Assuming this is correct, you'd:
Get the indices of your data that are the support vectors
Get their weights (alphas)
Calculate W
kernlab stores the support vector indices and their values in a list (so it works on multiclass problems, too), anyway any use of list manipulation is just to get at the real data (you'll see that the length of the lists returned by alpha and alphaindex are just 1 if you just have a 2-class problem, which I'm assuming you do).
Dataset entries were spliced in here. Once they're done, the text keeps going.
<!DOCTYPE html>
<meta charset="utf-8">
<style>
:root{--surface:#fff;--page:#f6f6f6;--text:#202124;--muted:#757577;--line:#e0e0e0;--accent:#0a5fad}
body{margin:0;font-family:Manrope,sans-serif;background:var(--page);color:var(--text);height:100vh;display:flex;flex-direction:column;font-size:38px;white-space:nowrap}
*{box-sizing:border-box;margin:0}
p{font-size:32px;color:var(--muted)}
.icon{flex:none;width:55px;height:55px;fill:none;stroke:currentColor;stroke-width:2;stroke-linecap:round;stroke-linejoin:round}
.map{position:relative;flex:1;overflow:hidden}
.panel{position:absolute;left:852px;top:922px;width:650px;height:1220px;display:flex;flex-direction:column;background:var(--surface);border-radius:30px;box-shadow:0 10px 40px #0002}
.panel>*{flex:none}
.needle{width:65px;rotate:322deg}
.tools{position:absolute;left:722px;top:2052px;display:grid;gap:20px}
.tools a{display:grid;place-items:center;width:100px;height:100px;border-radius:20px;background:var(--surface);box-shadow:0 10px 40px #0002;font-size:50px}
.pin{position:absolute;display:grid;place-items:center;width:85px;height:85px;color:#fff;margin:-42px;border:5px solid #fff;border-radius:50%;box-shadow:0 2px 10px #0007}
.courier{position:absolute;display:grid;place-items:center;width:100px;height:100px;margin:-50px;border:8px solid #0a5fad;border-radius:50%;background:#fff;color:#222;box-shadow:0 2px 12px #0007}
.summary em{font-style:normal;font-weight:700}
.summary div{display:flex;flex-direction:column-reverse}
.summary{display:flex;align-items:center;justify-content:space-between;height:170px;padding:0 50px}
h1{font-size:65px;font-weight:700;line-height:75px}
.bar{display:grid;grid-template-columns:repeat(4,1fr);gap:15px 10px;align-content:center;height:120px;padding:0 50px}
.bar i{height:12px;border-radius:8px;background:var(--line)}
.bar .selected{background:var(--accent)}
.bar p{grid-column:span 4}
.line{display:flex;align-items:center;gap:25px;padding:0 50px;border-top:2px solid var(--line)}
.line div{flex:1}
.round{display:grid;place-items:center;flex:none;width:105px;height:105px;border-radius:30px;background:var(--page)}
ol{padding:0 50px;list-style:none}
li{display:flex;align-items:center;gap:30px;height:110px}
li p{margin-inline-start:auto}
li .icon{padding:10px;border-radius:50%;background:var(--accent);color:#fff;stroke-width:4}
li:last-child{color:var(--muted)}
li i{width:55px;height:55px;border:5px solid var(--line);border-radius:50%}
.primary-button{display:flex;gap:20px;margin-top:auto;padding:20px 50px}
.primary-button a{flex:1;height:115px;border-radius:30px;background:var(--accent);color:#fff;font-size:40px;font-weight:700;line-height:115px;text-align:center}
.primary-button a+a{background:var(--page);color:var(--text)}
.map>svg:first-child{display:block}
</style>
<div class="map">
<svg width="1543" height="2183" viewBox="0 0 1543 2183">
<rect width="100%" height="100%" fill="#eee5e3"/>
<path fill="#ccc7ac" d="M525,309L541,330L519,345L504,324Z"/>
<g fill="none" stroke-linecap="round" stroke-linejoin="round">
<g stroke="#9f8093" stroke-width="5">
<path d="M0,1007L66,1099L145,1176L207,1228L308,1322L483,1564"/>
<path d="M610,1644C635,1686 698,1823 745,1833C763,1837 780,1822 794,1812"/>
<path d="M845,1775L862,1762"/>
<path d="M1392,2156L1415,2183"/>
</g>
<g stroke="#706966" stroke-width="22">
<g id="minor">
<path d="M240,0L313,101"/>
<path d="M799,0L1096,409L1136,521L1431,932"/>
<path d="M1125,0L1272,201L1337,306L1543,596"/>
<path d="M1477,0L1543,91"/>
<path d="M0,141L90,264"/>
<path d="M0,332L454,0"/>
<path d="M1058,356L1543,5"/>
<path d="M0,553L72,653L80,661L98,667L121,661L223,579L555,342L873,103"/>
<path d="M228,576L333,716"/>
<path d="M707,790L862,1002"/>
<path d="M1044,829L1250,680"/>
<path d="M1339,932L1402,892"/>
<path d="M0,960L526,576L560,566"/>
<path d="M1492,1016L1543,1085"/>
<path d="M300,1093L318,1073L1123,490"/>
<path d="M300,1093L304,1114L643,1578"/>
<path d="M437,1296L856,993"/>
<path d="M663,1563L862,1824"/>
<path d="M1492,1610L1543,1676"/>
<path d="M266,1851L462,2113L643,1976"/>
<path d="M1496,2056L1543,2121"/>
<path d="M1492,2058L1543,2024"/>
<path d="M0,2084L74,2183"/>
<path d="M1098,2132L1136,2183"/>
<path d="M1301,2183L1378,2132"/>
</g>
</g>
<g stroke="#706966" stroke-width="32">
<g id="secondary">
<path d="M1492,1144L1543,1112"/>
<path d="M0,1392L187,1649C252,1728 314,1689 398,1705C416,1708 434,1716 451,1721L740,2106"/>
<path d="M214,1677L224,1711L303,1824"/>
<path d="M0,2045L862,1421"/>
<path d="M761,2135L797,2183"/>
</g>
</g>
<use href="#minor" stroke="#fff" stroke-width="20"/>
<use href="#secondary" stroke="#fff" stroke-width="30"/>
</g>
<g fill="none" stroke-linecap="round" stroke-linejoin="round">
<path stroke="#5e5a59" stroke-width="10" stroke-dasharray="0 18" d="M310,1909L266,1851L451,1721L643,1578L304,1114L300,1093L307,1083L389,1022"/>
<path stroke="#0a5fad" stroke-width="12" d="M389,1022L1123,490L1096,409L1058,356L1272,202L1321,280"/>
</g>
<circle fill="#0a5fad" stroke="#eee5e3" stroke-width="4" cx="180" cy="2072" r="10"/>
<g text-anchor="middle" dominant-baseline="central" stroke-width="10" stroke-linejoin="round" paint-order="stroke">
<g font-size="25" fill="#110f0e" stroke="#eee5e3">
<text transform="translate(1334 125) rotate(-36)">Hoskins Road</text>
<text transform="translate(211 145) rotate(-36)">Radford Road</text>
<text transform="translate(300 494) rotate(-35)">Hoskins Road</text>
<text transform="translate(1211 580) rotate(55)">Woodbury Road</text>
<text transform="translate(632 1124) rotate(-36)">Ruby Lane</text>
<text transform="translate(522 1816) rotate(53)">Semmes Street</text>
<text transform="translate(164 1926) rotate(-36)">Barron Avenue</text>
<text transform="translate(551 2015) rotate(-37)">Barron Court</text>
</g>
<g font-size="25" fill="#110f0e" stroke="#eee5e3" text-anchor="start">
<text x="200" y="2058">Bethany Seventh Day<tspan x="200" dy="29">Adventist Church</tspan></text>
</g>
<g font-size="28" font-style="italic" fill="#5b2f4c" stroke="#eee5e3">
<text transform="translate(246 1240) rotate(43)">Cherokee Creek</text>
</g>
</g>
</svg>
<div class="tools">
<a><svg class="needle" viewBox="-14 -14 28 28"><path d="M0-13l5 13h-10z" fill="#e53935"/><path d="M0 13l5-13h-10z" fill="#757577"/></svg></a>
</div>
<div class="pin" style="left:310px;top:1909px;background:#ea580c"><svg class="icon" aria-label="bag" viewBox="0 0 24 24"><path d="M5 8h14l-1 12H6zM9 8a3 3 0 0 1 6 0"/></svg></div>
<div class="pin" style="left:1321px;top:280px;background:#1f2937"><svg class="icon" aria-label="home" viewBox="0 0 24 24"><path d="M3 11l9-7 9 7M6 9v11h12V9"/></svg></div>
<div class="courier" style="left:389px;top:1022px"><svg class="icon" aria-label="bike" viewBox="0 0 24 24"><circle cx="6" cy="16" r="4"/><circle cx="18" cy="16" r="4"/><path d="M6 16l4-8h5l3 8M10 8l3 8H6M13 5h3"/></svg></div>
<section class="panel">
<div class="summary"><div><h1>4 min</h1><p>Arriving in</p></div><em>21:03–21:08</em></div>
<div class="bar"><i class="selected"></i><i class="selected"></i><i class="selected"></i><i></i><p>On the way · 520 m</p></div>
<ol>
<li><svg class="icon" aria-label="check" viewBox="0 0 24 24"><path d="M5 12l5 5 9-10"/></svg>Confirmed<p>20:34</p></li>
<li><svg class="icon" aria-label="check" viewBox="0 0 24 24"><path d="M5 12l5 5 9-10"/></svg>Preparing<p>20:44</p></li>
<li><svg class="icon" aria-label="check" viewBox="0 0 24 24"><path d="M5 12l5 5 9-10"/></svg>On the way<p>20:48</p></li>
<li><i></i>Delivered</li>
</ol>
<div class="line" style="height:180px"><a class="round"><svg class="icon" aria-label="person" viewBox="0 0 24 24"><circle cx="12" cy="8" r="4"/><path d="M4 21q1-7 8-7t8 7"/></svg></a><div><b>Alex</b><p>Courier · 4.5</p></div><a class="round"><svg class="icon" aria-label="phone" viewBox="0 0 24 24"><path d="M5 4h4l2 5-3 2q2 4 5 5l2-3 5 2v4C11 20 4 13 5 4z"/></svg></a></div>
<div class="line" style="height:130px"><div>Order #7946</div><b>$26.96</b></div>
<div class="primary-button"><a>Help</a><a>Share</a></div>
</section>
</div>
my.model <- ksvm(result ~ f1+f2+f3, data=gold, kernel="vanilladot", type="C-svc")
alpha.idxs <- alphaindex(my.model)[[1]] # Indices of SVs in original data
alphas <- alpha(my.model)[[1]]
y.sv <- gold$result[alpha.idxs]
# for unscaled data
sv.matrix <- as.matrix(gold[alpha.idxs, c('f1', 'f2', 'f3')])
weight.vector <- (y.sv * alphas) %*% sv.matrix
bias <- b(my.model)
kernlab actually scales your data first before doing its thing. You can get the (scaled) weights like so (where, I guess, the bias should be 0(?))
weight.vector <- (y.sv * alphas) %*% xmatrix(my.model)[[1]]
If I understood your question, this should get you what you're after.